If the CD between the current observed point cloud

X_{i}^{'}

and point cloud

X

is smaller than the last step, the transformation of point cloud

X^{i}

in current step is considered as a “better” state, so the positive penalty

ε^{+}

would be given. If the CD is larger or the same as last step, the transformation is considered as “worse” or “same”. In these cases, the negative penalties

- ε^{-}

and

- ε^{0}

would be given respectively.

At the beginning of registration, there may be a large difference in rotation and distance between the point cloud

X^{i}

and

X

at the initial position. In the process of iterative registration by RL, the actions selected by the agent’s policy

π (S)

in the first few steps may not reduce the values of CD, even making the CD increase.

Heuristic algorithms, such as simulated annealing that follow time-varying acceptance rates for new attempts, have been proven to be efficient in achieving global optimum. Examples of the implementations of heuristic methods in machine learning can be found in simulated annealing-based mobile sequential recommendation [29,30,31], stochastic deep learning [32], and stochastic subsampling RL [33,34].

Inspired by the simulated annealing algorithm, two parameters related to the current step are introduced to optimize the reward function:

θ_{m} = t_{m} \cdot α^{i}

(7)

θ_{n} = t_{n} \cdot β^{i}

(8)

where

i

is the current step number, and

t_{m}, α, t_{n}, β

are set according to the experimental results. Then, the following heuristic reward function is proposed:

r = {\begin{matrix} - ε^{-} \cdot θ_{m}, C D (X_{i}^{'}, X) > C D (X_{i - 1}^{'}, X) \\ - ε^{0} \cdot θ_{n}, C D (X_{i}^{'}, X) = C D (X_{i - 1}^{'}, X) \\ ε^{+} \cdot θ_{m}, C D (X_{i}^{'}, X) < C D (X_{i - 1}^{'}' X) \end{matrix}

(9)

where

θ_{m}

is a growing exponential function, and

θ_{n}

is a decreasing exponential function.

Therefore, in the first few steps, the actions selected by policy

π (S)

may cause the values of CD to increase. Given the fact that the penalties of “worse” and “better” are small, while the penalty of “same” is relatively large, this reward function encourages the agent to take aggressive movements and avoid staying in the “same” state. In the last few steps, the penalties of “worse” and “better” states increase, leading to a more careful and accurate transformation by policy

π (S)

.

4. Experimental Results

This section discusses the results from experiments based on different datasets and robustness checks.

4.1. Registration on ModelNet40

First, I demonstrate the results from the experiments evaluating the new method, based on the ModelNet40 dataset. Following the same setting in [6], ModelNet40 has been split into two parts, the 1–20 categories models and the 21–40 categories. In the experiments, all models have taken resample, rigid rotation, and translation, so that the source and target point cloud can be obtained.

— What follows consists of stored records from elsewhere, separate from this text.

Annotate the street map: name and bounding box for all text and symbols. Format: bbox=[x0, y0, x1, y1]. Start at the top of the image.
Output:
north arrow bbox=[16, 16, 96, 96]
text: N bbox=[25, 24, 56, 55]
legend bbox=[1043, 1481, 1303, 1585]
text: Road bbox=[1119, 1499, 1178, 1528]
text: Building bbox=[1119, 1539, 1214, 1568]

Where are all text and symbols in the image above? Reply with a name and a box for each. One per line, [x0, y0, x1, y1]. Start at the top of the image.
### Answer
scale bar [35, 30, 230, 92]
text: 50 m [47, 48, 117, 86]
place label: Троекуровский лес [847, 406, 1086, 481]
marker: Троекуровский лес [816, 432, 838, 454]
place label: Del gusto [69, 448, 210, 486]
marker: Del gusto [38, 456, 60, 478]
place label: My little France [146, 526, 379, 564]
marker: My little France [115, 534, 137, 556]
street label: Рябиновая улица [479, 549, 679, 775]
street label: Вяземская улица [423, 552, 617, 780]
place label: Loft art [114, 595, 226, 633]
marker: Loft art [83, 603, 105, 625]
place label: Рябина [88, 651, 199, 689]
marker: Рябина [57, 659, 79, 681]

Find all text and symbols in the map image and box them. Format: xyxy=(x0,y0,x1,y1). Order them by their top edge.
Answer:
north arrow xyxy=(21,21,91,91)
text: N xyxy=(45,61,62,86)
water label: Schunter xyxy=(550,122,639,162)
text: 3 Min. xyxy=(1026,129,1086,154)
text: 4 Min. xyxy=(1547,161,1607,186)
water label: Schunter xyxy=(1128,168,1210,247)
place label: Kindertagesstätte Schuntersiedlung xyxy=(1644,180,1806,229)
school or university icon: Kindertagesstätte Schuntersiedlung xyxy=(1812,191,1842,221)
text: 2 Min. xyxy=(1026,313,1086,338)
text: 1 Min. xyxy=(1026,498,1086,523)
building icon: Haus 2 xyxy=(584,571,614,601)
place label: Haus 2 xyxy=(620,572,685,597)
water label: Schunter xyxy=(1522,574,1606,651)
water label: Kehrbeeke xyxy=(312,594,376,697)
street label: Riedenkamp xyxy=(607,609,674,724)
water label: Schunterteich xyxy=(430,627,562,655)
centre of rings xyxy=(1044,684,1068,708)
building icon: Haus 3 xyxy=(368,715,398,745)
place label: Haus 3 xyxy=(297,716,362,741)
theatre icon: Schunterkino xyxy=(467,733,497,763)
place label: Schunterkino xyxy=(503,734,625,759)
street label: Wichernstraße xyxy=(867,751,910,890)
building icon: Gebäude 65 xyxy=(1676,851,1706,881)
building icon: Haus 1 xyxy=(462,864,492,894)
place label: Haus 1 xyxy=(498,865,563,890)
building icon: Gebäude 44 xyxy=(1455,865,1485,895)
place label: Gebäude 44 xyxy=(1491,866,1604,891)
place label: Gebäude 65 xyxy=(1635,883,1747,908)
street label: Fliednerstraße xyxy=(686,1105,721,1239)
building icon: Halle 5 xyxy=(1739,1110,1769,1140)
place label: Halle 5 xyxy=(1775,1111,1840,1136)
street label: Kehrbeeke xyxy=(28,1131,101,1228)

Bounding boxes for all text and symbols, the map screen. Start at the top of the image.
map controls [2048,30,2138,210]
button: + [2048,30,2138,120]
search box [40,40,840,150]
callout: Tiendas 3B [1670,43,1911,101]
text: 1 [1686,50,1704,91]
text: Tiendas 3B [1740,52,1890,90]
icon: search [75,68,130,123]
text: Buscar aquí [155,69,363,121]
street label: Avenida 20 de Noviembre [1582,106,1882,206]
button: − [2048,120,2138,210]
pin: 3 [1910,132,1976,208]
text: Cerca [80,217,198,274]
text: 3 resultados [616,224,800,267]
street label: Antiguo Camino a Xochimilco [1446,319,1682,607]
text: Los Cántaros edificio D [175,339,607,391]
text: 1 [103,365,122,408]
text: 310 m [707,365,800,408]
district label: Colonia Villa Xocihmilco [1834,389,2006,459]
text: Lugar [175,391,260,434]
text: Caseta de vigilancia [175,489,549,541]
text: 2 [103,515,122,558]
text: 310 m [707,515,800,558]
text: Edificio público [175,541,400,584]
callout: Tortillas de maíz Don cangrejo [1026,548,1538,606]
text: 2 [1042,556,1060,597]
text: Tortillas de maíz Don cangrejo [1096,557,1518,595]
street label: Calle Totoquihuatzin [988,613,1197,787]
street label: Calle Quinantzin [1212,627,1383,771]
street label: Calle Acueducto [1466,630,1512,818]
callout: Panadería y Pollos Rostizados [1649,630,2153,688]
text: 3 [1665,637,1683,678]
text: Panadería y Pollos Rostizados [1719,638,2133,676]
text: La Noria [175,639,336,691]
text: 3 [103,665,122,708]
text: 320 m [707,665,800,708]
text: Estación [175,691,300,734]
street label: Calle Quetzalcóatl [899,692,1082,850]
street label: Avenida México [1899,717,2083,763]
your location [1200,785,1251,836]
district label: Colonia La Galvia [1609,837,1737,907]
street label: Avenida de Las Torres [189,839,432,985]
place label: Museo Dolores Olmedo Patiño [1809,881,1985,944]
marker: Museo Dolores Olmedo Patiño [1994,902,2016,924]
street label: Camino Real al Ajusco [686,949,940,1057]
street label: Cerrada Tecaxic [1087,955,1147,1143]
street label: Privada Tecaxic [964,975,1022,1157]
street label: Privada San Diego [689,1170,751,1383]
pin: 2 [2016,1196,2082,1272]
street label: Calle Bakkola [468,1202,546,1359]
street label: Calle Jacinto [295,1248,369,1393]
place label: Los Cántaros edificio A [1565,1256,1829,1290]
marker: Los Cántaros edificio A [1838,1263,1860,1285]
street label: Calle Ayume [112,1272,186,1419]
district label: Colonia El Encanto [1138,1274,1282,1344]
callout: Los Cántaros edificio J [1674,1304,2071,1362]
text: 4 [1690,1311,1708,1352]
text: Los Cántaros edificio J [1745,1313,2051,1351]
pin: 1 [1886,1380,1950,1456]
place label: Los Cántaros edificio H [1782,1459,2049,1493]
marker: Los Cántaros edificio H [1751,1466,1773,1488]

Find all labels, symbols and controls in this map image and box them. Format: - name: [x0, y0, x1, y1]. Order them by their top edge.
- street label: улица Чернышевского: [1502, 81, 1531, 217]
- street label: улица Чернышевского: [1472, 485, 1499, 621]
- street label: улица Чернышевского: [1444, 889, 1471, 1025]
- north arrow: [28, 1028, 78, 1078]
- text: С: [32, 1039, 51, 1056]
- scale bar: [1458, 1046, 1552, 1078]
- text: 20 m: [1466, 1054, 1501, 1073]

Based on imitation learning, the agent would be pre-trained for 50 epochs on the first 20 categories without any noise. Then, based on RL, another 50 epochs are supplied for fine-tuning the policy on the first 20 categories with some Gaussian noise added.

All experiments are performed under Windows11 operating system, Intel i9-12900k and 32 GB RAM, and RTX3090ti with the simulation software. We followed the parameters in [6]. The Proximal Policy Optimization (PPO) is used to update the policy, and the formulation in [35] can be implemented as used in actor-critic architecture. The PPO loss and advantage

\hat{A}

are the same as the ReAgent. In the rotation and translation axis, there are 11 step sizes in each axis, [−0.27, −0.09, −0.03, −0.01, −0.0033, 0, 0.0033, 0.01, 0.03, 0.09, 0.27]. Note that the negative values indicate that the agent would take a transformation in negative directions of coordinate axes. The learning rate in pretraining by IL is set to 0.001 with halving it in each of the 10 epochs. The learning rate of RL is set to 0.0001. All the point cloud data would be pretreated according to the ReAgent.

We used several metrics that are commonly used in related work to evaluate performance.

Mean Absolute Error (MAE) is the error between the predicted vector

v_{p}

and ground truth vector

v_{g t}

, and it can be calculated as following:

M A E_{v} = \frac{1}{3} \sum | v_{p} - v_{g t} |

(10)

where the vector can be a rotation or translation vector to calculate the errors.

Isotropic Error (ISO) only considers the values of rotation and translation matrix to calculate errors, so the ISO can be obtained as follows:

I S O_{r} = \arccos \frac{t r a c e (R_{d} R_{g t}^{- 1} - 1)}{2}

(11)

I S O_{t} = {∥ T_{d} - T_{g t} ∥}_{2}

(12)

where

t r a c e

is the sum of the diagonal elements of the matrix;

R_{d}

and

T_{d}

are the rotation and translation matrix in the end;

R_{g t}

and

T_{g t}

are ground truths for the point cloud to transformation.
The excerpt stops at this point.